PARIS — French retail-to-luxury firm PPR on Wednesday unveiled the first complete annual environmental profit and loss account for its sporting goods brand Puma, and said it would extend the reporting practice to all its luxury and sport and lifestyle brands by 2015.
The move is part of the “PPR Home” sustainability initiative launched in March by PPR chief executive officer François-Henri Pinault and the group’s chief sustainability officer Jochen Zeitz.
“A group EP&L represents our collective commitment to reinforce and strengthen PPR’s businesses for the long run,” stated Pinault.
Puma’s first EP&L account, which was spearheaded by Zeitz in his final phase as the brand’s ceo, valued the environmental impact of its operations and supply chain across five key areas in 2010 at 145 million euros, or $192.5 million at average exchange rates for the period. The areas covered in the analysis are: greenhouse gas emissions, water use, land use, air pollution and waste. Zeitz said that various firms and governments approached Puma to find out more about the project, after it presented the first stage of the report in May.

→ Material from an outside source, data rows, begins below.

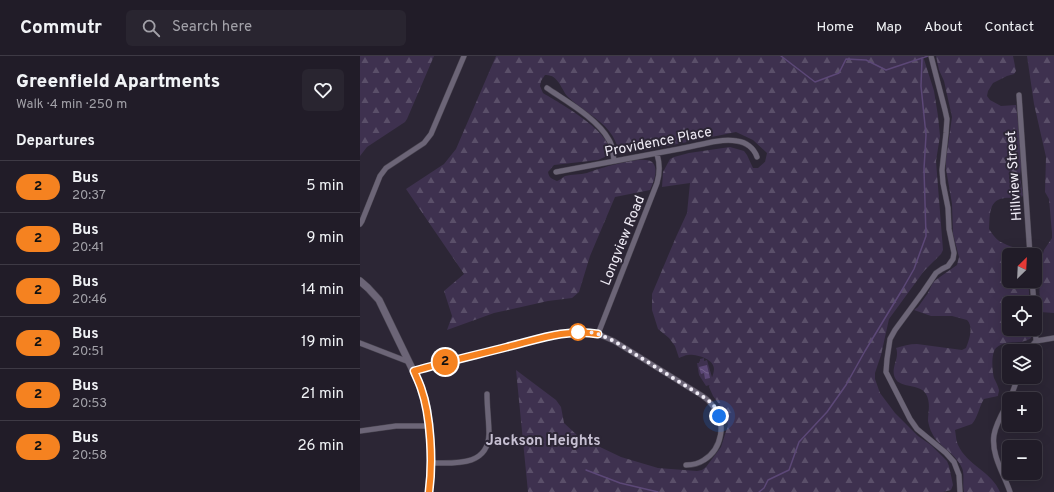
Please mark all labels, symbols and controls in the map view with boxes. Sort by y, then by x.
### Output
search box [126,10,406,46]
text: Commutr [20,16,102,40]
icon: search [140,17,162,39]
text: Search here [172,18,252,37]
text: Home [817,19,854,36]
text: Map [876,19,902,36]
text: About [924,19,963,36]
text: Contact [985,19,1034,36]
button: heart [302,69,344,111]
text: Greenfield Apartments [16,70,220,94]
text: Walk · 4 min · 250 m [16,97,127,113]
street label: Providence Place [603,124,713,161]
street label: Hillview Street [1003,130,1026,222]
text: Departures [16,132,95,151]
text: Bus [72,169,99,188]
text: 5 min [306,177,344,196]
text: 2 [34,178,42,195]
text: 20:37 [72,188,106,204]
street label: Longview Road [598,193,649,288]
text: Bus [72,221,99,240]
text: 9 min [307,229,344,248]
text: 2 [34,230,42,247]
text: 20:41 [72,240,104,256]
north arrow [1002,248,1042,288]
map controls [1002,248,1042,480]
text: Bus [72,273,99,292]
text: 14 min [301,281,344,300]
text: 2 [34,282,42,299]
text: 20:46 [72,292,107,308]
button: locate [1002,296,1042,336]
unlabelled marker [569,323,587,341]
text: Bus [72,325,99,344]
text: 19 min [301,333,344,352]
text: 2 [34,334,42,351]
text: 20:51 [72,344,104,360]
button: layers [1002,344,1042,384]
line badge: 2 [432,349,458,375]
text: 2 [441,353,449,370]
text: Bus [72,377,99,396]
text: 21 min [301,385,344,404]
text: 2 [34,386,42,403]
button: + [1002,392,1042,432]
text: 20:53 [72,396,107,412]
your location [709,406,729,426]
text: Bus [72,429,99,448]
district label: Jackson Heights [485,432,601,451]
text: 26 min [297,437,344,456]
text: 2 [34,438,42,455]
button: − [1002,440,1042,480]
text: 20:58 [72,448,107,464]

He added that although it was too early to set any targets for Puma’s EP&L for the future, the balance sheet was invaluable in the corporate decision-making process.

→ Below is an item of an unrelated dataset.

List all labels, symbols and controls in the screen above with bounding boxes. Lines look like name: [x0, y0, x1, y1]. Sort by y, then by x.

“Corporate social responsibility is very nice on paper, but how are you going to manage it if you don’t have the tools?” he said. “I believe the EP&L is an incredible, powerful tool. On one page, you know your environmental footprint — from tier 1 to 4, every key driver — and as a ceo it’s actually quite easy to say where the angle of attack is and where we need to find solutions.”

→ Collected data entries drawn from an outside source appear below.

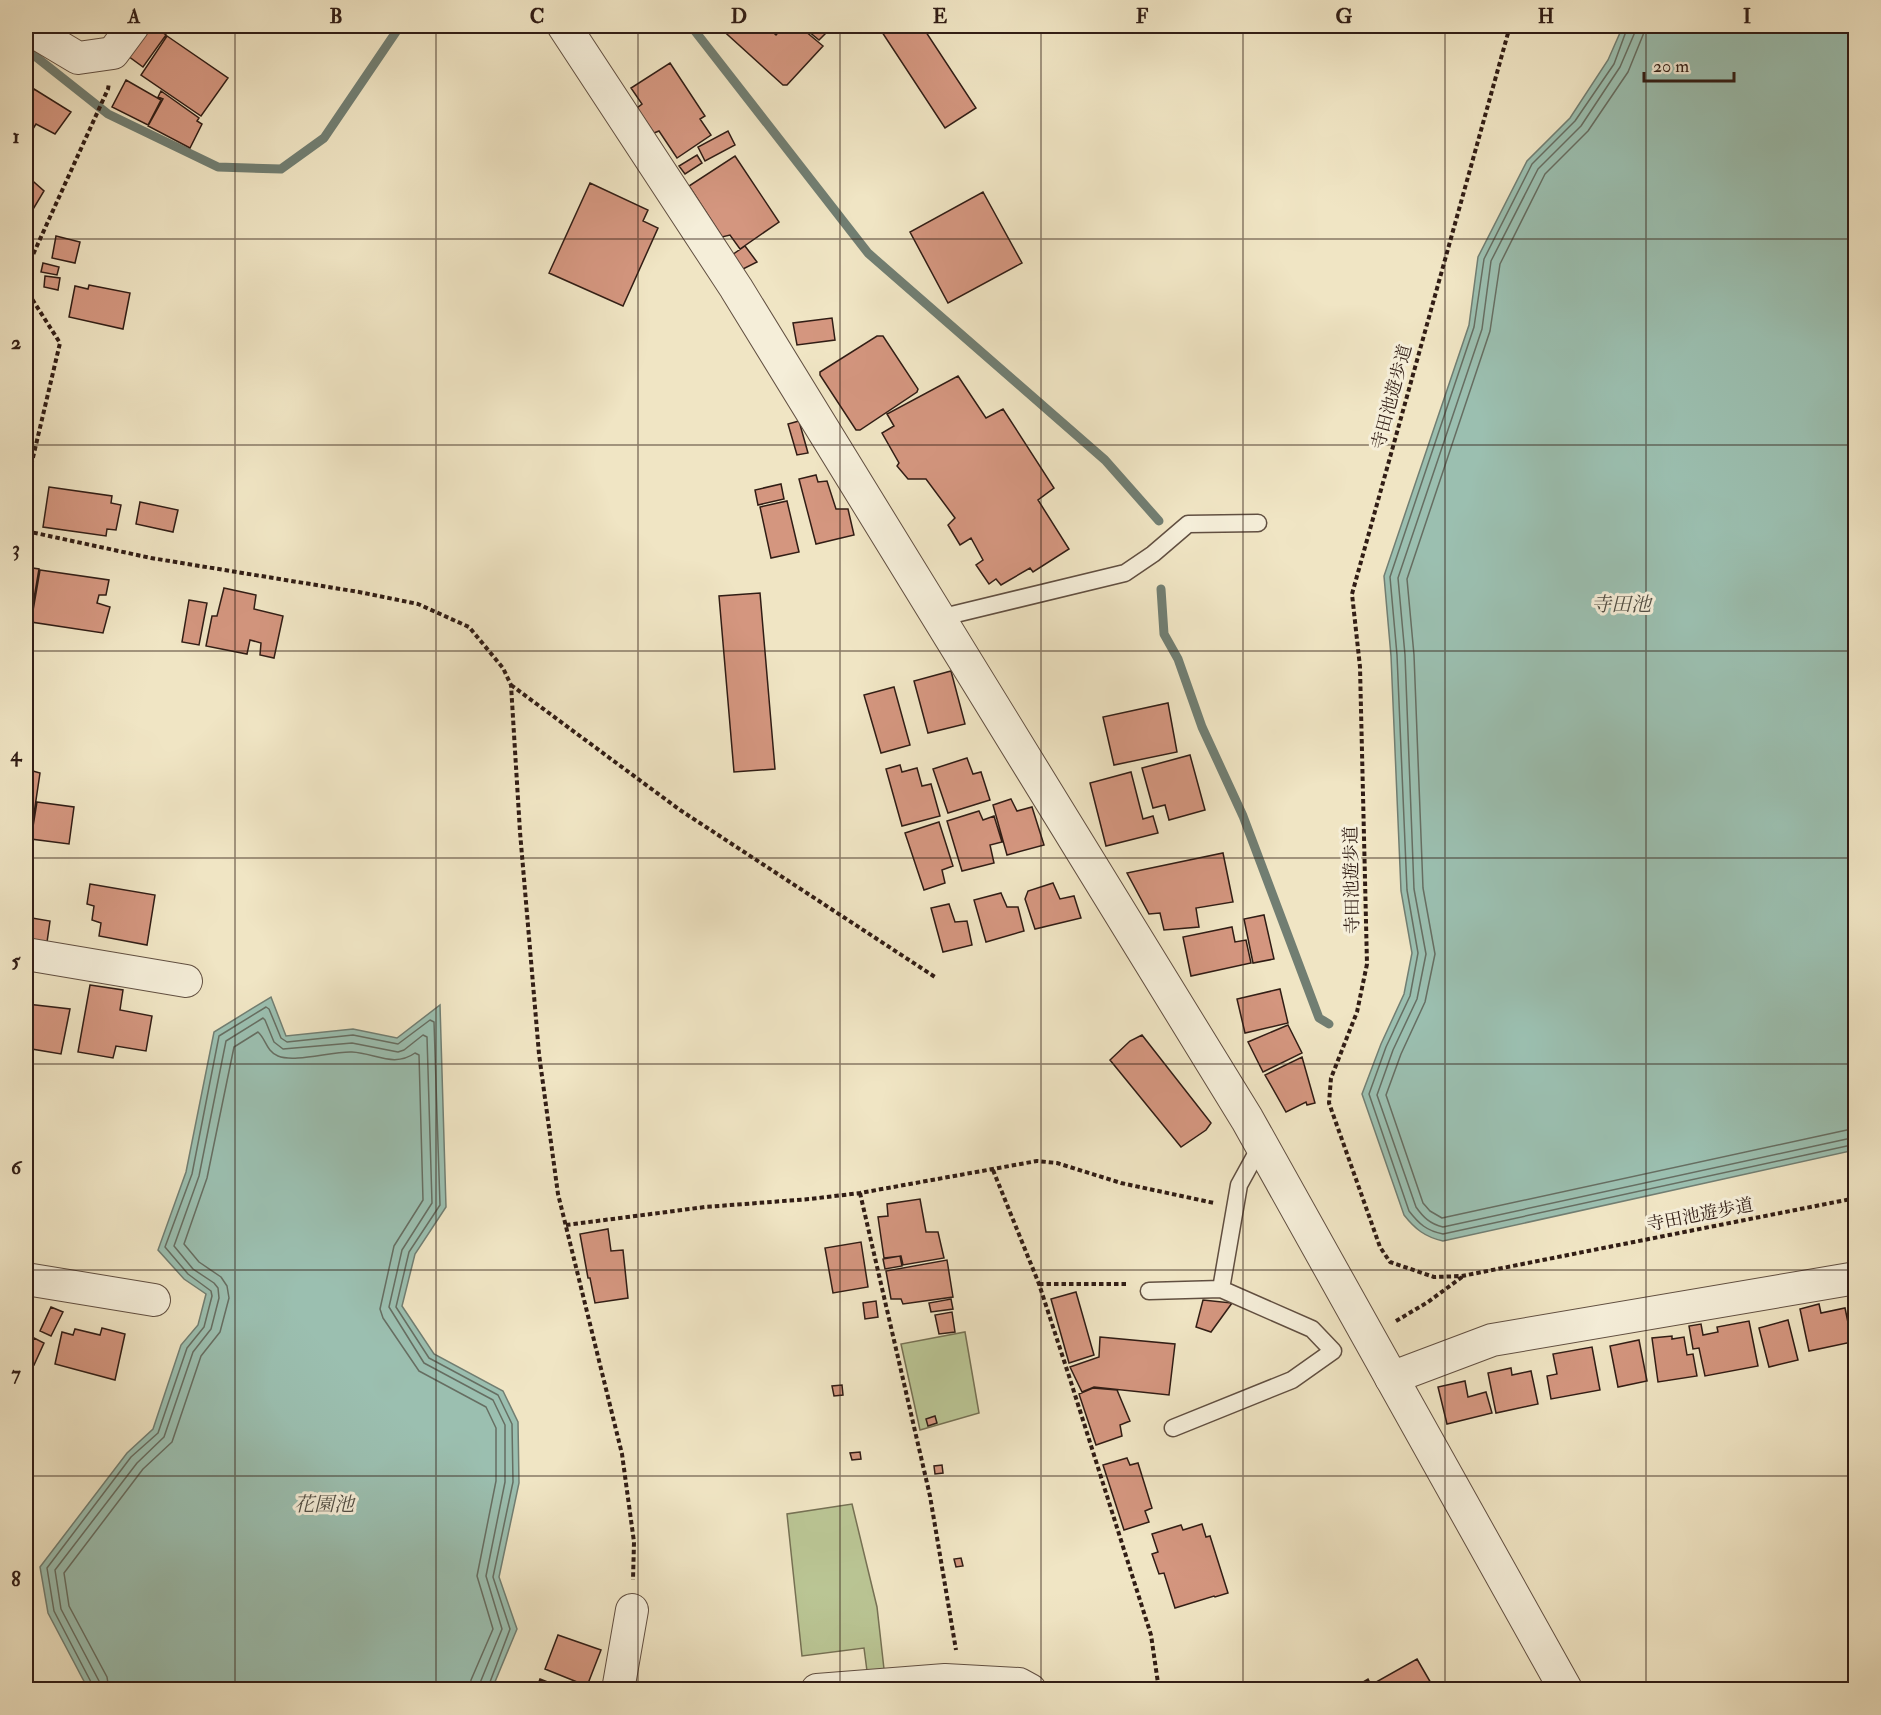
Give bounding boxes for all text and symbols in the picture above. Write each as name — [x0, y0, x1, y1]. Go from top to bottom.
text: A — [127, 4, 141, 29]
text: B — [329, 4, 343, 29]
text: C — [530, 4, 544, 29]
text: D — [731, 4, 747, 29]
text: E — [933, 4, 948, 29]
text: F — [1136, 4, 1149, 29]
text: G — [1336, 4, 1353, 29]
text: H — [1538, 4, 1554, 29]
text: I — [1743, 4, 1751, 29]
scale bar — [1644, 45, 1734, 83]
text: 20 m — [1653, 55, 1689, 78]
text: 1 — [12, 124, 20, 149]
text: 2 — [11, 330, 21, 355]
street label: 寺田池遊歩道 — [1367, 342, 1417, 452]
text: 3 — [12, 536, 20, 561]
water label: 寺田池 — [1591, 592, 1653, 617]
text: 4 — [10, 742, 23, 767]
street label: 寺田池遊歩道 — [1340, 826, 1364, 934]
text: 5 — [12, 948, 22, 973]
text: 6 — [11, 1155, 23, 1180]
street label: 寺田池遊歩道 — [1645, 1193, 1755, 1237]
text: 7 — [11, 1361, 21, 1386]
water label: 花園池 — [294, 1492, 356, 1517]
text: 8 — [11, 1567, 21, 1592]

He pointed out that Puma’s supply chain was responsible for 94 percent of its total environmental impact, with its core operations — such as offices, stores, warehouses and logistics — only accounting for 6 percent. This should point the way for PPR’s other brands, which range from luxury houses Gucci, Balenciaga, Yves Saint Laurent and Bottega Veneta, to sports action brand Volcom.
PPR plans to hire additional staff for its PPR Home team, including an energy management specialist charged with finding opportunities to reduce greenhouse gas emissions. It has also hired a conservation and ecosystem services specialist to help formulate definitions of sustainable cotton and rubber, and develop internal standards for their sourcing.
Although PPR’s Stella McCartney brand has never used leather, due to the staunch animal rights convictions of its namesake designer, Zeitz said leather, cotton and rubber would continue to play an important role in the group, which derives a large portion of its revenues from accessories such as designer handbags and shoes. “The quest is to make these materials more sustainable,” he added.
PPR developed the Puma EP&L with professional services firm PricewaterhouseCoopers and environmental data experts Trucost, but Zeitz said the data would probably be certified in the future. It claims that it is the first company to implement the practice and would like to see it spread.
“This will be our ultimate goal, to go beyond our own four walls, or in our case 16 brands, and encourage industry-wide adoption,” Zeitz said.
PPR Home expects to publish its first targets and outcomes in October. These will integrate and expand upon the first targets published by PPR in June 2010 as part of its corporate social responsibility drive.